*Required work*: Work out how many lines of the material below contain the word "bottom", then write that number alone.

== Segment start ==

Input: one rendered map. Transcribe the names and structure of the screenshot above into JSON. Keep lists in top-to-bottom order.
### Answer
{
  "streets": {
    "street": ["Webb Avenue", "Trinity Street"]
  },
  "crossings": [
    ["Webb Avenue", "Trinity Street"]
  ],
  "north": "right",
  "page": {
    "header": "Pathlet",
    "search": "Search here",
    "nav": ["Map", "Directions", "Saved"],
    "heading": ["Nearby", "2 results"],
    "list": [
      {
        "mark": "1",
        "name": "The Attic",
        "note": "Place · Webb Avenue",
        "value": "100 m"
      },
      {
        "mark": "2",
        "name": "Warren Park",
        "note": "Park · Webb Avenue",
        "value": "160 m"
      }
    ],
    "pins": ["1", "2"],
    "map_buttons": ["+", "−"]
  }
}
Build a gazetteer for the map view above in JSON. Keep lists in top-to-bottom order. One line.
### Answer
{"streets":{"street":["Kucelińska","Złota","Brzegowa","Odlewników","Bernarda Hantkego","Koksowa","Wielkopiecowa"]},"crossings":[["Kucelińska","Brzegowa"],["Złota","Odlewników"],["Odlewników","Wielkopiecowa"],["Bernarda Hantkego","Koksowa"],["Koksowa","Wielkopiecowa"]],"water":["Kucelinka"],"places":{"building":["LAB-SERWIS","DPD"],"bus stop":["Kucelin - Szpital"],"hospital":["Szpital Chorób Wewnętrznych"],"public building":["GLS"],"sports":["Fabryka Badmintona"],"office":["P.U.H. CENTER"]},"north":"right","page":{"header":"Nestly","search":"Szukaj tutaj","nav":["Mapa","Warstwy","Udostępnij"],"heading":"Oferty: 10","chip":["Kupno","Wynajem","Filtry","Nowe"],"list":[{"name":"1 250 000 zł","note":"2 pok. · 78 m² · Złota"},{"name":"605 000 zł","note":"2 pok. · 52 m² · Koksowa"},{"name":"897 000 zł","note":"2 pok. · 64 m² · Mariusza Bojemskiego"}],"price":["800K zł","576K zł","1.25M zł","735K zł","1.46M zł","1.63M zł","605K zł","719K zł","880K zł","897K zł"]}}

== Segment end ==

*Written response*: 2